‘An if you do, maybe, Malcolm, sin she bides not far frae the border, ye’d do me the favour of riding with Sir Patrick here, and bringing her to the bridal,’ said the King, making his accent more home-like and Scottish than Malcolm had ever heard it before.

The happiness of that spring afternoon was surpassing. The King linked his arm into Malcolm’s, and walked up and down with him on the slopes, telling him all that had led to this consummation; how Walter Stewart and his brothers had become so insolent and violent as to pass the endurance of their father the Regent, as well as of all honest Scots; and how, after secret negotiations and vain endeavours to obtain from him a pledge of indemnity for all that had happened, the matter had been at length opened with Gloucester, Beaufort, and the Council. The Scottish nation, with Albany at the head, was really recalling the King. This was the condition on which Henry V. had always declared that he should be liberated; these were the terms on which he had always hoped to return; and his patience was at last rewarded. Bedford had sent his joyful consent, and all was now concluded. James was really free, and waited only for his marriage.

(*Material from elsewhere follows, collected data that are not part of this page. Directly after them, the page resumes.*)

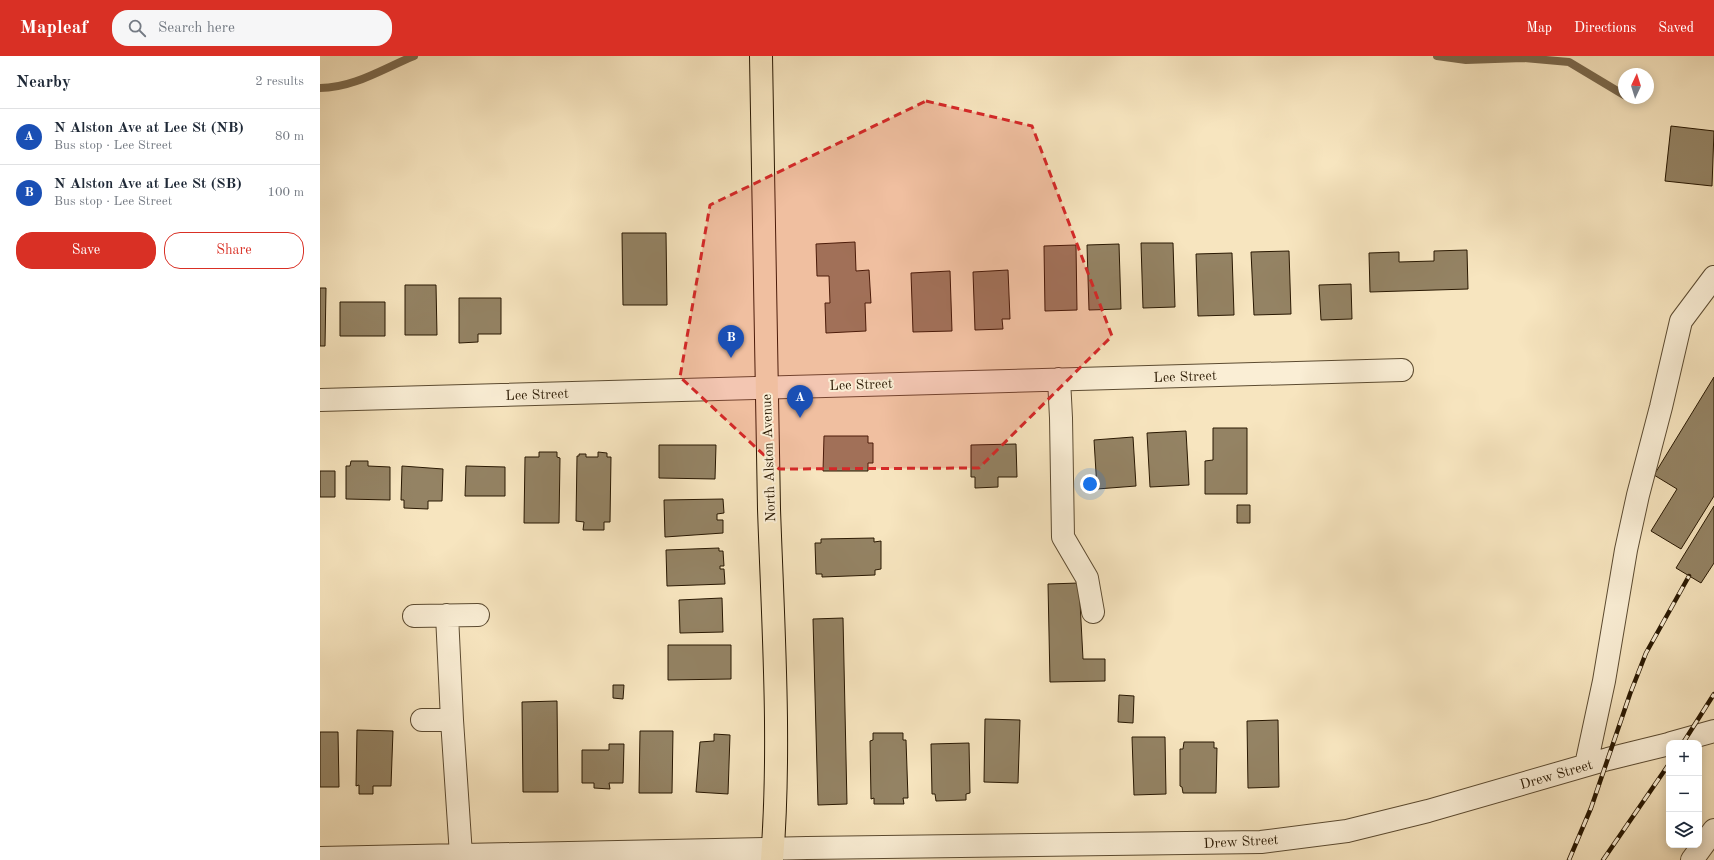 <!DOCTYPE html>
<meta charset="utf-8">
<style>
:root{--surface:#fff;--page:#f6f6f7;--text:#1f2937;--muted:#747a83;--line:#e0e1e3;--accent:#d93025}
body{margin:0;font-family:"Old Standard TT",serif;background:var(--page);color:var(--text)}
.controls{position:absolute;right:12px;bottom:12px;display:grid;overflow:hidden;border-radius:8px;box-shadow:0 2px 10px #0003}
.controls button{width:36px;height:36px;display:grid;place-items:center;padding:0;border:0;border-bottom:1px solid var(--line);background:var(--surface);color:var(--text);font:20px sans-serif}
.compass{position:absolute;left:1298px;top:12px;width:36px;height:36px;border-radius:50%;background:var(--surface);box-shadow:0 2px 10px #0003;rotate:4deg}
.you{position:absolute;left:770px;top:428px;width:14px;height:14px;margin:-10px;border:3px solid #fff;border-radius:50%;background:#1a73e8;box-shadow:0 0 0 6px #1a73e833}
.badge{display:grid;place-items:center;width:26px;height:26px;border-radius:50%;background:var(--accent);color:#fff;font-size:13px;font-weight:700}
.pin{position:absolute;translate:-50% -33px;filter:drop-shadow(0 1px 2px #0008)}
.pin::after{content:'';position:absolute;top:21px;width:14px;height:12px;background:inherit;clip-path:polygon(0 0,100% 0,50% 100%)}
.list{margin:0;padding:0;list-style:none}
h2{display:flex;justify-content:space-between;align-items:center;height:52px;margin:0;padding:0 16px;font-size:17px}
h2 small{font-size:13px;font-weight:400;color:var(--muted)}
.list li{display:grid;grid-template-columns:26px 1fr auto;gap:12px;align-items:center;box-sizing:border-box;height:56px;padding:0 16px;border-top:1px solid var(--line)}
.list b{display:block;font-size:15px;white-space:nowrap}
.list p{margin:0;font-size:13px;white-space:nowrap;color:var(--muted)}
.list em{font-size:13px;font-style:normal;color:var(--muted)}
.actions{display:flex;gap:8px;padding:12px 16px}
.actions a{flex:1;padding:9px 0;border:1px solid var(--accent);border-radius:16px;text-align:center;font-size:14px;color:var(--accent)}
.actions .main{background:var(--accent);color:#fff}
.icon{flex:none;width:22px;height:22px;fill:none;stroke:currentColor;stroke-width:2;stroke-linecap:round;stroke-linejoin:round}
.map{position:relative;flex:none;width:1394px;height:804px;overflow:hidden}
header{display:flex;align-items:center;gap:24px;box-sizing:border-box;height:56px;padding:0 20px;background:var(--accent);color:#fff}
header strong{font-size:19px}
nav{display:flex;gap:22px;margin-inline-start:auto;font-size:14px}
.search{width:280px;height:36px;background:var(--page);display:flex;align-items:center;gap:10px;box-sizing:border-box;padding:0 14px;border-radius:16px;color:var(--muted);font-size:15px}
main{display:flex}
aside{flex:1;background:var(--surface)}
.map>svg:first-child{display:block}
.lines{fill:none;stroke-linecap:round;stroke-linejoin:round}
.stream{stroke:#7b694d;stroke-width:8}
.building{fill:#948364;stroke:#291802}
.minor-casing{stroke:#5c4b31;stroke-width:24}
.major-casing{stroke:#291802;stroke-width:24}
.minor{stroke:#faeed5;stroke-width:22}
.major{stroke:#f7e5bf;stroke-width:22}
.rail-casing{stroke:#291802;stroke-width:4.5}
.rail{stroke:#faeed5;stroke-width:3;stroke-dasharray:9;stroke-linecap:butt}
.marked{fill:#d62828;fill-opacity:0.2;stroke:#d62828;stroke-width:3;stroke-dasharray:8 5;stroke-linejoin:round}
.labels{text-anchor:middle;stroke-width:4;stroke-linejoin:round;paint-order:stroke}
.street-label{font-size:14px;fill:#291802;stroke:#faeed5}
</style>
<header>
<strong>Mapleaf</strong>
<div class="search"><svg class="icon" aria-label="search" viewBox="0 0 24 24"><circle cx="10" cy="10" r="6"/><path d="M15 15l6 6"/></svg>Search here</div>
<nav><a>Map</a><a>Directions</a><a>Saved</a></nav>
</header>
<main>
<aside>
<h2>Nearby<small>2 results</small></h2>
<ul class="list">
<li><span class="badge" style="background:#1a4fb4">A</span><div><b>N Alston Ave at Lee St (NB)</b><p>Bus stop · Lee Street</p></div><em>80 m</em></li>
<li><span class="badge" style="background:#1a4fb4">B</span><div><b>N Alston Ave at Lee St (SB)</b><p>Bus stop · Lee Street</p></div><em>100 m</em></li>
</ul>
<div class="actions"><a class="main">Save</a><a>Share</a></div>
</aside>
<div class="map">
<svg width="1394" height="804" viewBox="0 0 1394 804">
<rect width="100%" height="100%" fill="#f7e5bf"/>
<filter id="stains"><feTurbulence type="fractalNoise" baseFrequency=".005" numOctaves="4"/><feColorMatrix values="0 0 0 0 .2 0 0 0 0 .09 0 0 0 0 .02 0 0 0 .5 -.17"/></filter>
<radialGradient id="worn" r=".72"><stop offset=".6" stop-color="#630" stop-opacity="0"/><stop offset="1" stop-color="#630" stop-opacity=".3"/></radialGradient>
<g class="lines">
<path class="stream" d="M1117 0 1146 4 1203 2 1249 6 1304 39
M0 32C34 32 64 12 94 0"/>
</g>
<path class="building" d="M1351 70 1394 75 1392 130 1345 125Z
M302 177H346L347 249H303Z
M535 186 536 215 549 214 551 247H545L546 275 506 277 505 247H510L509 220H497L496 188Z
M821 187H853L855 251 823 252Z
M799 188 801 253 769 254 767 189Z
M756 189 757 254 725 255 724 190Z
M1147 194 1148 233 1050 236 1049 197 1079 196V206L1114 205V195Z
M969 195 971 258 934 259 931 196Z
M912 197 914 259 878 260 876 198Z
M688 214 690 263H682L683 273 655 274 653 216Z
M630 215 632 275 593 276 591 217Z
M1031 228 1032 263 1001 264 999 229Z
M85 229H116L117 279H85Z
M0 232H6L5 290H0Z
M139 242H181V278H158V286L139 287Z
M20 246H65V280H20Z
M1394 321V440L1361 493 1331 475 1357 433 1334 419Z
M893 372H927V438H885V405L893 404Z
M866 375 869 429 830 431 827 377Z
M504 380H548V387H553V407H548V415H503Z
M813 381 816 430 777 433 774 384Z
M696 388 697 421H678V431L655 432V421H651V389Z
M339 389H396L395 423 339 422Z
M219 396H237V401L240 402 239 467H204L205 401H219Z
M278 396 287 397V401H291L290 466H284V474H263L264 466 256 465 257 400H259V398H266V401H278Z
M31 405H48V410L70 411V444L26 443V410H30Z
M82 410 123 413 122 445H108V453L84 452V444H81Z
M146 410 185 411V440H145Z
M0 415H15V441H0Z
M403 443 404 457 397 458V464H403V477L345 481 344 444Z
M917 449H930V467H917Z
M1394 450V507L1381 527 1356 512Z
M554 482V486L561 485V513L555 514V519L502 521V518H496L495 487H501V483Z
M399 492V495H403L404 510H400V513H404L405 528 347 530 346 494Z
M759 527 763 603H785V625L730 626 728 528Z
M402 542 403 576 360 577 359 544Z
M523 562 527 748 498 749 493 563Z
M348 589H411V623L348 624Z
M293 629H304L303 643 293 642Z
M799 639 814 640 813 667 798 666Z
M237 645 238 736H203L202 646Z
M665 663 700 664 698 727 664 726Z
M958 664 959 731 928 732 927 665Z
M37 674 73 675 71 730H53V738H39V729L36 730Z
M320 675H353L352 737H319Z
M0 676H18L19 731H0Z
M553 677H583V684H586L588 742H583L584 748H554V742L551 743 550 685 553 684Z
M394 678 410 679 408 738 376 736 380 686 394 685Z
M812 681H845L846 738 814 739Z
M864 686H894V692H897L896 737H863L862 731 860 730V693H863Z
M649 687 650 737 646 738V744L616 745 615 738H612L611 688Z
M289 688H304L303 727H289L290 733 274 732V727H262V694H289Z"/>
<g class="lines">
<g class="minor-casing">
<path id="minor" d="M739 323 741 362 743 481 767 522 773 556
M0 344 1082 314
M94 560 158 559
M102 664H132L127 559
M132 664 141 799
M1351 687 1394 675
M1266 709 1284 625 1306 494 1318 439 1341 351 1361 265 1394 221
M0 802 487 792 941 786 1027 775 1108 755 1288 703 1349 688
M1372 804 1394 774"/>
</g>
<g class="major-casing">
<path id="major" d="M441 0C443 151 445 302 449 453 453 569 461 687 452 804"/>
</g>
<use href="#minor" class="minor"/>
<use href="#major" class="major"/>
<g class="rail-casing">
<path id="rail" d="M1363 687 1394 638
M1249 804 1271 752 1310 638 1326 597 1369 520
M1283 804 1349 708"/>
</g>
<use href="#rail" class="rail"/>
</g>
<path class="marked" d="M606 45 712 70 792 280 659 412 459 413 360 321 390 149Z"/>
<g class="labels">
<g class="street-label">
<text transform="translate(865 320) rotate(-2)" y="5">Lee Street</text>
<text transform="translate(541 328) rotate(-2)" y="5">Lee Street</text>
<text transform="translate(217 338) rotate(-2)" y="5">Lee Street</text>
<text transform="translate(448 402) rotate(-92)" y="5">North Alston Avenue</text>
<text transform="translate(1236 718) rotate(-16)" y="5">Drew Street</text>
<text transform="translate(921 785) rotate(-3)" y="5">Drew Street</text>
</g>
</g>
<rect width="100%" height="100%" filter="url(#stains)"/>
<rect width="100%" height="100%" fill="url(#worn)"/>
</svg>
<div class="controls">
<button>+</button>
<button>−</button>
<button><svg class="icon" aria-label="layers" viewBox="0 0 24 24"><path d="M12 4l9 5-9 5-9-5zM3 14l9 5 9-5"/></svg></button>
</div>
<svg class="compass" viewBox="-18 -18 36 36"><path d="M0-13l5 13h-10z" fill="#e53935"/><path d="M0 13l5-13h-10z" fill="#747a83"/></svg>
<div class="you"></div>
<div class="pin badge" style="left:480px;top:362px;background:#1a4fb4">A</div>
<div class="pin badge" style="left:411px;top:302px;background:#1a4fb4">B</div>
</div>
</main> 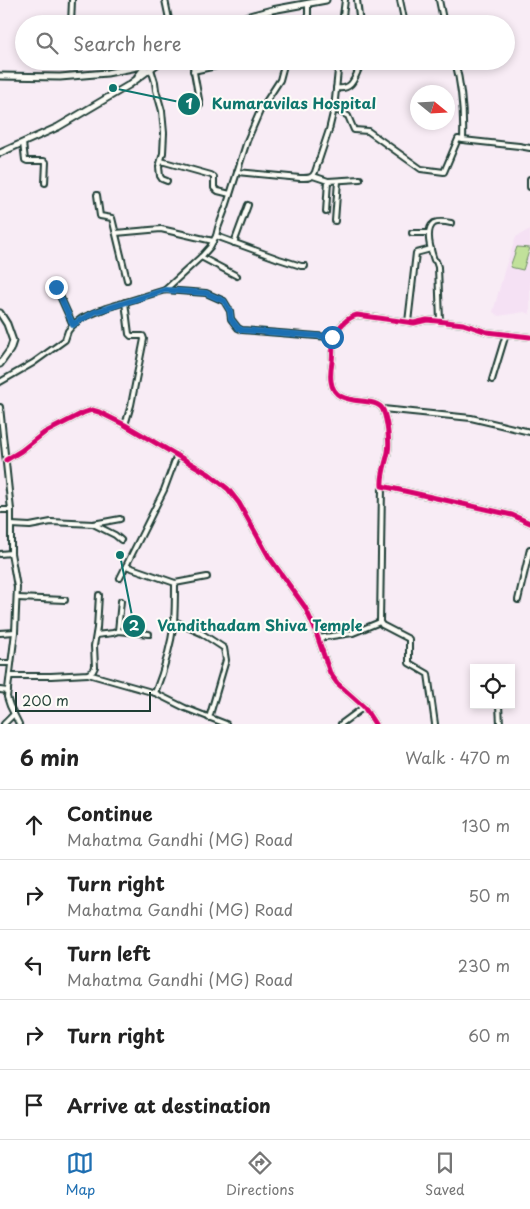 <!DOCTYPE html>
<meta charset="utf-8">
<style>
:root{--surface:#fff;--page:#f2f2f2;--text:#222;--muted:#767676;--line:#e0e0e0;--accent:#1f6fb2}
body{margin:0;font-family:"Playpen Sans",sans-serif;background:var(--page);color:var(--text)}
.controls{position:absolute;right:15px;bottom:15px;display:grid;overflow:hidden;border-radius:0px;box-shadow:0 2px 8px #0003}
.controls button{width:45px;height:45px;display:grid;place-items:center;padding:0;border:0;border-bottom:1px solid var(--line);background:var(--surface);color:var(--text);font:25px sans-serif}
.compass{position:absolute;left:410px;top:85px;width:45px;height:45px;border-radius:50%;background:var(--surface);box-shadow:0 2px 8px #0003;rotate:108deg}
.scale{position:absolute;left:15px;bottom:12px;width:136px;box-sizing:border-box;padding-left:5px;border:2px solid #1f3d34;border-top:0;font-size:14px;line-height:18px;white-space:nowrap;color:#1f3d34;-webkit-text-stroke:4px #fdfcf7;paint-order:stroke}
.stop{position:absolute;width:15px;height:15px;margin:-11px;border:4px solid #1f6fb2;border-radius:50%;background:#fff}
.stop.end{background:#1f6fb2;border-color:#fff;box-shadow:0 1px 5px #0008}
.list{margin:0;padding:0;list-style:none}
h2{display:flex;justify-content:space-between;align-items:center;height:65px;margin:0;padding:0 20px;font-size:21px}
h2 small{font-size:16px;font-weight:400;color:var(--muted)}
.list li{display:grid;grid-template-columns:32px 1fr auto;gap:15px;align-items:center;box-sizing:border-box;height:70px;padding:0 20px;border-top:1px solid var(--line)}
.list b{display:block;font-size:19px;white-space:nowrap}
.list p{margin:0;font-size:16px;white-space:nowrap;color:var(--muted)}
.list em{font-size:16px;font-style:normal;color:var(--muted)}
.icon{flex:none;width:28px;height:28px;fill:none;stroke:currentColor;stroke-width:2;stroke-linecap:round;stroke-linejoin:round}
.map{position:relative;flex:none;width:530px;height:724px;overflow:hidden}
.search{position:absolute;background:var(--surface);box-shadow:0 2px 8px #0003;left:15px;right:15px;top:15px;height:55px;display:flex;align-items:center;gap:12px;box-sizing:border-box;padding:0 18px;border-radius:28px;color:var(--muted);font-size:19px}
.sheet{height:415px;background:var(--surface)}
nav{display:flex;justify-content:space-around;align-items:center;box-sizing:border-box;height:70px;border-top:1px solid var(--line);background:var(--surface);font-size:14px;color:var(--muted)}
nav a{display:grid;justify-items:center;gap:2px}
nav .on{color:var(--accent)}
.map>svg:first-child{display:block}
</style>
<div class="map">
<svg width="530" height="724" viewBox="0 0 530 724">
<rect width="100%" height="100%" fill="#f8ecf5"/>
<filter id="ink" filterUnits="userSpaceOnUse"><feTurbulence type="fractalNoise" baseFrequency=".02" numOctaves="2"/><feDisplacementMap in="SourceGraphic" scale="10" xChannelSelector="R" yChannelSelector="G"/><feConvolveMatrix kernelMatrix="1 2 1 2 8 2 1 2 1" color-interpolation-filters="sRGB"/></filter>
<g filter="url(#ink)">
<path fill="#f5e1f4" d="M530,229v85l-6,-2 -25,4 -6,-4 12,-44 11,-31z"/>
<path fill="#c1e19a" stroke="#708f67" d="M517,247l13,1 -7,22 -13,-3z"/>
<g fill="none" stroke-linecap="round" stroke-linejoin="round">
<defs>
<g id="street">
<path d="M165,0l5,24"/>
<path d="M357,0l3,24"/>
<path d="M400,0l5,24"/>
<path d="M439,0l5,24"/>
<path d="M71,24l1,-24"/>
<path d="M192,24l11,-2 18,1"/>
<path d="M308,24v-21"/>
<path d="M342,24l3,-24"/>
<path d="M192,61l8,44"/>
<path d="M455,61c7,27 9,51 8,79l56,6 11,2"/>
<path d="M151,69l4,13 1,8 6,21 2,22 -1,20 -4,14 1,9 2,3 5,2"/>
<path d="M193,71l28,-6"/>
<path d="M336,88c20,3 19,-16 27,-27"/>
<path d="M334,109l14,7 6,14 14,1 53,38 23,3 14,-33 5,1"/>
<path d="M23,143l2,17 2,1h17l2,1 -1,21"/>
<path d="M161,161l50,14 3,2v11l4,3 12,3"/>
<path d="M237,172l63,6c7,0 12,1 15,-6l14,-42 5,-21 5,-48"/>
<path d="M313,176l15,5 32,-2"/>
<path d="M530,179v8"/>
<path d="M97,195l3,21 12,2 15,62"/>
<path d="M326,212l2,-31"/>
<path d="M335,221l3,-40"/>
<path d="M116,233l45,-4 52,12"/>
<path d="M412,233h17"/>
<path d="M216,236l63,23 22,7h4"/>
<path d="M234,243l14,-38"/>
<path d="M201,257l36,19"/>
<path d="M56,287l17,38"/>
<path d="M165,290l37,-34 8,-9 6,-11 2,-8 9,-24 20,-63 13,-30 20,-31 4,-15 9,-4"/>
<path d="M440,321l-2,-54 -2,-6 -2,-1c-3,-9 -10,-30 0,-37 5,-2 12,-1 17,0"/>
<path d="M408,322l8,-69 15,-4"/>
<path d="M530,337l-43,-5 -24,-8 -26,-3 -10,-1 -13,3 -57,-8c-9,2 -19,12 -22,21 -3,7 -2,18 -3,26 -1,6 -2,13 -1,19 3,29 45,13 52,29 4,9 7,32 5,42 -2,11 -7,22 -6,34l130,29 18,8"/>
<path d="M492,380l14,-46"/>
<path d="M0,382l33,-19 32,-23 3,-9 5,-6 9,-7 24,-10 59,-18 41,3 18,8 6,10 1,8 7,9 4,2 87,7h4l2,-2"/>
<path d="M0,407l11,103v43l6,34 -2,45 -8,65 3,9 9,18"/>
<path d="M383,409l88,9 59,14"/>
<path d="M125,425l6,-20 13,-66 -1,-3h-12l-2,-2 -4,-32"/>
<path d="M6,460l15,-9 23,-18 39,-20 9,-3 7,2 26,13 84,49 19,15 11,14 30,54 36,50 9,20 16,46 7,10 27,24 11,17"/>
<path d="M382,486l-2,136 2,3 27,14v24l19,11 7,50"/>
<path d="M0,510h11"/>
<path d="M93,524l22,11 6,5"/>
<path d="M11,525l19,1 21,-4 42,2 27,-5"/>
<path d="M0,554l11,-1"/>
<path d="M126,566l49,17c0,13 0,26 -1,39 -3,24 -10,48 -19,71"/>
<path d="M120,578l44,-88 13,-35"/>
<path d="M175,583l32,-6"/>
<path d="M17,598l48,2"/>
<path d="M518,600l12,-51"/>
<path d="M174,621l27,12 23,15 2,12 -17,58"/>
<path d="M118,631l3,-30"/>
<path d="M0,633l15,-1"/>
<path d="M96,635l17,-2 5,-2 31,3"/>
<path d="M318,638l35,-5 27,-11"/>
<path d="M0,663h11"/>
<path d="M88,674l67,19 30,15 41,16"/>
<path d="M10,676h41l37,-2 5,-3 2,-4 -1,-21 3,-18 2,-33"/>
<path d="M0,690l8,1"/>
<path d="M499,705l1,19"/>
<path d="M4,724l10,-10"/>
<path d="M341,724l23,-17"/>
</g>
<g id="secondary">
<path d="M219,24l53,-14 54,-10"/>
<path d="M0,76l60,1 47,-4 40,-8"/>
<path d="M138,76l9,-11 8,-4"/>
<path d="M0,153l58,-26 71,-42 32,-24"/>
<path d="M0,313l7,11 6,17 -3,9 -10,14"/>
</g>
</defs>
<use href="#street" stroke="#1f3d34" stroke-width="8"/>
<use href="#secondary" stroke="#1f3d34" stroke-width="9"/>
<use href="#street" stroke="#fdfcf7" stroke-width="4"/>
<use href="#secondary" stroke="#fdfcf7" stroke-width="5"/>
<defs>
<g id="cycleway">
<path d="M530,337l-43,-5 -24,-8 -26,-3 -10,-1 -13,3 -57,-8c-9,2 -19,12 -22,21 -3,7 -2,18 -3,26 -1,6 -2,13 -1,19 3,29 45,13 52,29 4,9 7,32 5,42 -2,11 -7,22 -6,34l130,29 18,8"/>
<path d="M6,460l15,-9 23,-18 39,-20 9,-3 7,2 26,13 84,49 19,15 11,14 30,54 36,50 9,20 16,46 7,10 27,24 11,17"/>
</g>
</defs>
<use href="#cycleway" stroke="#fdfcf7" stroke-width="8"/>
<use href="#cycleway" stroke="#d6006c" stroke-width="5"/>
</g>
</g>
<g fill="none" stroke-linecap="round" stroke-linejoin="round" filter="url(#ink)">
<path stroke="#1f6fb2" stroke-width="6" d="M56,287l17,38c8,-7 14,-8 22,-13l70,-22 41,3 18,8 6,10 1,8 7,9 4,2 90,7"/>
</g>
<path fill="none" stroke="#0f766e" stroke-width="2" d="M113 88L189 104M120 555L134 626"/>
<g fill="#0f766e" stroke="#fdfcf7" stroke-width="2">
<circle cx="113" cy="88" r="5"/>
<circle cx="120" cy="555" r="5"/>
<circle cx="189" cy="104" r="12"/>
<circle cx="134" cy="626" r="12"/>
</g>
<g font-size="15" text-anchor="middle" font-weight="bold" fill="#fff">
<text x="189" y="109">1</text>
<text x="134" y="631">2</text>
</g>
<g font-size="15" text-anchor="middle" font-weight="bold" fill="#0f766e" stroke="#fdfcf7" stroke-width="4" stroke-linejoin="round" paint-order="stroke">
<text x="294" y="109">Kumaravilas Hospital</text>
<text x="260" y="631">Vandithadam Shiva Temple</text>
</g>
</svg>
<div class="controls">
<button><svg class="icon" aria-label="locate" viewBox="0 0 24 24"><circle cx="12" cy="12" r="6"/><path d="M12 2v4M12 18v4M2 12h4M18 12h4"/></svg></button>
</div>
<svg class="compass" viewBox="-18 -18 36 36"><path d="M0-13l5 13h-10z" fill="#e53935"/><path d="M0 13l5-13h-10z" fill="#767676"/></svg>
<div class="scale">200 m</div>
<div class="stop" style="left:332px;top:337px"></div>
<div class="stop end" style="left:56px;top:287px"></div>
<div class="search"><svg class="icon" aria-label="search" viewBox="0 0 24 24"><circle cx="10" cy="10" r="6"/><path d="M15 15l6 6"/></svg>Search here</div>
</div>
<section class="sheet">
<h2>6 min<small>Walk · 470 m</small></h2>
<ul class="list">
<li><svg class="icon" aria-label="ahead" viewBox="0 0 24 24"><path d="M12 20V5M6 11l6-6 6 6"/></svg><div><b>Continue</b><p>Mahatma Gandhi (MG) Road</p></div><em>130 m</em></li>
<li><svg class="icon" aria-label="right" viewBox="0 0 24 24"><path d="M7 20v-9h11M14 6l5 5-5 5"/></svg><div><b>Turn right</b><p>Mahatma Gandhi (MG) Road</p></div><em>50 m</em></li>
<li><svg class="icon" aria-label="left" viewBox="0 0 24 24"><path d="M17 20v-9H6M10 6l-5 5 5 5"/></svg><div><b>Turn left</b><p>Mahatma Gandhi (MG) Road</p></div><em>230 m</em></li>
<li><svg class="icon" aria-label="right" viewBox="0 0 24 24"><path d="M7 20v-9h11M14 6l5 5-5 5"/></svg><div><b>Turn right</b></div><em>60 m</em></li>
<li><svg class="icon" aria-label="arrive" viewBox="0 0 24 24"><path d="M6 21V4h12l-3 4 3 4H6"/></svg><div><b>Arrive at destination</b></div></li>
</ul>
</section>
<nav>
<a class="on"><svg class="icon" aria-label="map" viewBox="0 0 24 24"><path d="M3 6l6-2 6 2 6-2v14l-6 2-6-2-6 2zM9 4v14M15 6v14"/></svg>Map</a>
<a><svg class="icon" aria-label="directions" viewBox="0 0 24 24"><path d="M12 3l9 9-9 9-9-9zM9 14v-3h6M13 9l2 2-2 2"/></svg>Directions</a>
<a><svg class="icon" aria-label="saved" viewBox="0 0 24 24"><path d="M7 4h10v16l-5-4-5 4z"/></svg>Saved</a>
</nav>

‘I would not tell you, Malcolm, while there might yet be a slip between cup and lip,’ said the King; ‘it might have hindered the humanities; and yet I needed you as much when I was glad as when all seemed like to fail!’

‘You had Patrick,’ said Malcolm.

‘Patrick’s a tall and trusty fellow,’ said the King, ‘with a shrewd wit, and like to be a right-hand man; but there’s something in you, Malcolm, that makes a man turn to you for fellow-feeling, even as to a wife.’

Nevertheless, the King and Patrick had grown much attached to each other, though the latter, being no lover of books, had wearied sorely of the sojourn at Windsor, which the King himself only found endurable by much study and reflection. Their only variety had been keeping Christmas at Hertford with Queen Catherine; ‘sorry pastime,’ as Drummond reported it to him, though gladdened to the King by Joan Beaufort’s presence, in all her charms.

‘The Demoiselle of Luxemburg was there too, statelier than ever,’ said James. ‘She is now at Middleham Castle, with the Lady Montagu, and you might make it your way northward, and lodge a night there. If you can win her consent, it were well to be wedded when we are.’

‘Never shall I, my lord. I should not dare even to speak of it.’

‘It is well; but, Malcolm, you merit something from the damsel. You are ten times the man you were when she flouted you. If women were not mostly witless, you would be much to be preferred to any mere Ajax or Fierabras; and if this damsel should have come to the wiser mind that it were pity to be buried to the world—’

‘Sir, I pray you say no more. I were forsworn to ask such a thing.’